First: This morning we are all remembering Barbara Bush, by all accounts, a cool, special lady! May she rest in peace.
Ho, Ho, we thought the Moron was gonna miss a weekend in Mara Lago, but, au contraire, he invited ole Abe of Japan down for afternoon tea yesterday. Abe is having his own problems with scandals back home, but they pale in comparison to old Tronald and his cabinet members’ wasteful habits. Not particularly helpful either, some of the few remaining fiscally conservative Republicrats are resigning their seats in the congress. Annual deficits in the past will begin to look like chump change, by the time we get rid of this administration.
Now, the old fool is out there reselling his Big Beautiful tax cut, and his “approval” rating is all the way up to 40%. As I warned y’all back in ’14 when I began this crazy “blog,” we must do better with our education system. The fact that approximately the same 40% of our population are regularly watching the Fox “news” phonies speaks volumes about the lack of critical thinking among many of our misinformed compatriots!
The Fox tv channels have spread more disinformation than all the Russian hackers and Facebook combined. Old “tell-it-like-it-ain’t and always leave ‘em guessing Rupert Murdock got control of 20th Century Fox a couple of decades ago, and got it to the status of “most watched” tv network in total viewership during the 2007/2008 season. By coincidence, the start date of the 2008 financial meltdown and the stock market crash followed Fox’s rise to prominence. Similarly, in August 2006, the International Astronomical Union downgraded poor old Pluto to the status of “Dwarf Planet.” All pure coincidence? There is certainly evidence that persons viewing Fox “news” on a regular basis appear to be living on another “Planet.” Could that Planet be Pluto, angry and demented as those Fox “news” hosts?
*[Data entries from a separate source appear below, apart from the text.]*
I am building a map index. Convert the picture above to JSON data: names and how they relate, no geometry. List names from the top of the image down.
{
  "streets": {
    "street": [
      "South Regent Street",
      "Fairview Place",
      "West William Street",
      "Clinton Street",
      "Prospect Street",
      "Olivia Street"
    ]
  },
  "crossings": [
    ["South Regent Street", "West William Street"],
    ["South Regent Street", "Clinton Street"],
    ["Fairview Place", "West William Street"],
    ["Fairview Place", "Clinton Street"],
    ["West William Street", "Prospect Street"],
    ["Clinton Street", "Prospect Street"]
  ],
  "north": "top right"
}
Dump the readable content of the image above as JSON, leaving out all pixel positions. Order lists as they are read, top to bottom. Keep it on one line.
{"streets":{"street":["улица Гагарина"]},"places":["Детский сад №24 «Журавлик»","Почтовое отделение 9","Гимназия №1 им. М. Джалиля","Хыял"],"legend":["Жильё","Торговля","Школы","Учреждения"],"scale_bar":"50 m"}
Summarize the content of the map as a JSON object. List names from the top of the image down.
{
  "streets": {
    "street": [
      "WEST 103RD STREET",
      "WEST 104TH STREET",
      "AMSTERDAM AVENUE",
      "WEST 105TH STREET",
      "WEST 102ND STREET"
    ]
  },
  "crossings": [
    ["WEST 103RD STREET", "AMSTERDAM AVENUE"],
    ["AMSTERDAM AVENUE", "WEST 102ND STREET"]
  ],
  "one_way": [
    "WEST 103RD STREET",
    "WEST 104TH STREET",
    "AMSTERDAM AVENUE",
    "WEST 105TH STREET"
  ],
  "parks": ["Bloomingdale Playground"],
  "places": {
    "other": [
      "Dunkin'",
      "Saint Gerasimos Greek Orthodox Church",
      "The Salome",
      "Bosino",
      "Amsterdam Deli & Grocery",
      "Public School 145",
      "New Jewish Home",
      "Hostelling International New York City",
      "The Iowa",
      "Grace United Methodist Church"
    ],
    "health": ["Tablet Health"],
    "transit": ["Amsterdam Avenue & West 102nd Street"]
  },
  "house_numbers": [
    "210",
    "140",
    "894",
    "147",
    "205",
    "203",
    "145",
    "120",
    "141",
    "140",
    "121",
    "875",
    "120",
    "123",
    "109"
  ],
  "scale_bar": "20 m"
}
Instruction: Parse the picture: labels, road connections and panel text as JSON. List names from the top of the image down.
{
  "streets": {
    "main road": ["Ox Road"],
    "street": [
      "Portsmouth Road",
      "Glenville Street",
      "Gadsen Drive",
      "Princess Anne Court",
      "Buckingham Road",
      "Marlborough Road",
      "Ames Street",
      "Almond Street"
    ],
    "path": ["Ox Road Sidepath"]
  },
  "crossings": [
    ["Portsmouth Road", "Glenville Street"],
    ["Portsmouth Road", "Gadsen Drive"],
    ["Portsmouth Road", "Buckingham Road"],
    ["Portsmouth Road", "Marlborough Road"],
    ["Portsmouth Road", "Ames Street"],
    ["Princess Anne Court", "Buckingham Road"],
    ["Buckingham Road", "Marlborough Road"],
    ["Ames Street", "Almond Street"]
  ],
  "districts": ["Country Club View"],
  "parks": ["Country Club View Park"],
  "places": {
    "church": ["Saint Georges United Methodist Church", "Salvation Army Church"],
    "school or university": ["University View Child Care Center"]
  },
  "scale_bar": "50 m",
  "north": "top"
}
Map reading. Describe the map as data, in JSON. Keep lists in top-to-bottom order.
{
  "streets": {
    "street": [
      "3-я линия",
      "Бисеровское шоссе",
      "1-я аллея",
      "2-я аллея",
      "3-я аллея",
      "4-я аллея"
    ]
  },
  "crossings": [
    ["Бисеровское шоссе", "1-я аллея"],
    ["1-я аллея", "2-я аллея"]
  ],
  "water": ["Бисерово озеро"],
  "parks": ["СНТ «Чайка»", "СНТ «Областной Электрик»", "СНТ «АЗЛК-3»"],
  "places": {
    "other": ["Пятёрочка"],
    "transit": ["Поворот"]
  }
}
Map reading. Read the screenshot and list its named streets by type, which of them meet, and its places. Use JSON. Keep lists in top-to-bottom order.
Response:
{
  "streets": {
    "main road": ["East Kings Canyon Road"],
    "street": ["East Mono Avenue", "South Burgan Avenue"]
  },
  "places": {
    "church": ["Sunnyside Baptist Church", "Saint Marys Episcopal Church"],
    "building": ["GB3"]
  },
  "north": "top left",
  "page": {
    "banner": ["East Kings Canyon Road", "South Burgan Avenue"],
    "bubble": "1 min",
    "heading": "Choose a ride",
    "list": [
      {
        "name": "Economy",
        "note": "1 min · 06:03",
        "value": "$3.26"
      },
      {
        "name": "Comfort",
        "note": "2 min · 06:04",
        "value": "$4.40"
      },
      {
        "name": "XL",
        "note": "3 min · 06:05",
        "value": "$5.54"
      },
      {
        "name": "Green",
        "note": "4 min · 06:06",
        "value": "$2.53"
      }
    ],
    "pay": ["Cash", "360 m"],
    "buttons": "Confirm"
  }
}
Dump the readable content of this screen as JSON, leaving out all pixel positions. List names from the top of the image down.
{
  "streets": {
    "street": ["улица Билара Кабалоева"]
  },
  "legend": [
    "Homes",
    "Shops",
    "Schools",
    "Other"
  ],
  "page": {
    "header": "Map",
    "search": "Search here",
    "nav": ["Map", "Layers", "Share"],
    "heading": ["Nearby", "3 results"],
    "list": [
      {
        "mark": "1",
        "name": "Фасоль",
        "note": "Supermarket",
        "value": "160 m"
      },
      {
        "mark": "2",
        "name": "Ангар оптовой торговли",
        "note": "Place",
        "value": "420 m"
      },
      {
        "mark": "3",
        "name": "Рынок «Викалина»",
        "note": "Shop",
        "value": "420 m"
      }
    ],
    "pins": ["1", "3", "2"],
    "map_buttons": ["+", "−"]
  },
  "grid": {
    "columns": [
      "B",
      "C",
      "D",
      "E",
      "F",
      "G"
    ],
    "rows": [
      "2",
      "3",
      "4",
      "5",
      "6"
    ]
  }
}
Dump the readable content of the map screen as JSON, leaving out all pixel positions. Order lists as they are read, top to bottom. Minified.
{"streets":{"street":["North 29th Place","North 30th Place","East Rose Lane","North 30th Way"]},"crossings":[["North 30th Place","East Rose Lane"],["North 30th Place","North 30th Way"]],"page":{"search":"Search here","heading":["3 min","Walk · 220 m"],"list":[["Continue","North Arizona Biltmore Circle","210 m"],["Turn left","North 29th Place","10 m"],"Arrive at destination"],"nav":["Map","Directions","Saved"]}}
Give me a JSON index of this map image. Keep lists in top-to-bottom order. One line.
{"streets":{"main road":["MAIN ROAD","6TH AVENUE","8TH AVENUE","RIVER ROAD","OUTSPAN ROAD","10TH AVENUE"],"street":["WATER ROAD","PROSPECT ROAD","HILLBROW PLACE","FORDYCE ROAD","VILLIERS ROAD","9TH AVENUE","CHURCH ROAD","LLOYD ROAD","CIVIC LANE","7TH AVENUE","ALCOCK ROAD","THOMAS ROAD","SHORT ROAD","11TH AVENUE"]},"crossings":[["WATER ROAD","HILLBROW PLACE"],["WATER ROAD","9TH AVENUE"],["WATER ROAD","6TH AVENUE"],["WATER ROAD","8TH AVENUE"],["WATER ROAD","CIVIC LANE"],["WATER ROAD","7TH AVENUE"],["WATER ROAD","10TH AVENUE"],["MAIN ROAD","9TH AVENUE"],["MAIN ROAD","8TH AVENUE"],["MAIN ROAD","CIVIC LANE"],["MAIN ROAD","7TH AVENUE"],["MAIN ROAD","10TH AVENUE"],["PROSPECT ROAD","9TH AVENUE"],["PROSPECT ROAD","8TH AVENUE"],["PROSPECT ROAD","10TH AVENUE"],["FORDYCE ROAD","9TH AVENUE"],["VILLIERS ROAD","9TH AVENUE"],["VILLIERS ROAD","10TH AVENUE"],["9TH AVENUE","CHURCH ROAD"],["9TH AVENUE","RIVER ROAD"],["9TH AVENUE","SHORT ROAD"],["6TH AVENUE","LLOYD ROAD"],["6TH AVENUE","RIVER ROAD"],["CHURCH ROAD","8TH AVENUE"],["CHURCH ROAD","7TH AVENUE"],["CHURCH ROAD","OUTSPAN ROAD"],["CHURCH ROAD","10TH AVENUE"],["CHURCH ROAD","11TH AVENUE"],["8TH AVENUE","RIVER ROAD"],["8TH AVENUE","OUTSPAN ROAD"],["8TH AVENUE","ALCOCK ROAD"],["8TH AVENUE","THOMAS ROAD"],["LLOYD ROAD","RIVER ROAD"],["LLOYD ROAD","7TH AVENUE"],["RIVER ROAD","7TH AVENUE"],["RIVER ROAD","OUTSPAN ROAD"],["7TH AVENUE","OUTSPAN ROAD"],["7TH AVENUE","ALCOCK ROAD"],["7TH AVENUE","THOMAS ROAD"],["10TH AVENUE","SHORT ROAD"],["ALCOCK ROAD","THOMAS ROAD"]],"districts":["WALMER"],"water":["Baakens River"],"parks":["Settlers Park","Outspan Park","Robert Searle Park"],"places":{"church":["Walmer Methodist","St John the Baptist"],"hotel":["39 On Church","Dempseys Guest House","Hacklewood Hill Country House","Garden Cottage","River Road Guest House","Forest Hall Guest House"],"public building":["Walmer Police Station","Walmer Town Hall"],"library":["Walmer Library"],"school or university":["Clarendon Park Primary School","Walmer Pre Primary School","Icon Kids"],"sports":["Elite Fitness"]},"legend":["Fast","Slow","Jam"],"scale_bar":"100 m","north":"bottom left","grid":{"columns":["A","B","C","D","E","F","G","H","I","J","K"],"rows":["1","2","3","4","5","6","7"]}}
Please, save us, Bernie and Elizabeth. Oh, that there were a few more of you!
PS: The Monday “news” was “did she or didn’t she?” No, not Stormy…. we’re all wondering if Nikki Haley was confused about sanctions on Russia. She says she doesn’t get confused…guess our old flipper-in-chief changed his mind…again.
“Oh, yeah, and what’s this Gorsuch guy doing stabbing me in the back??”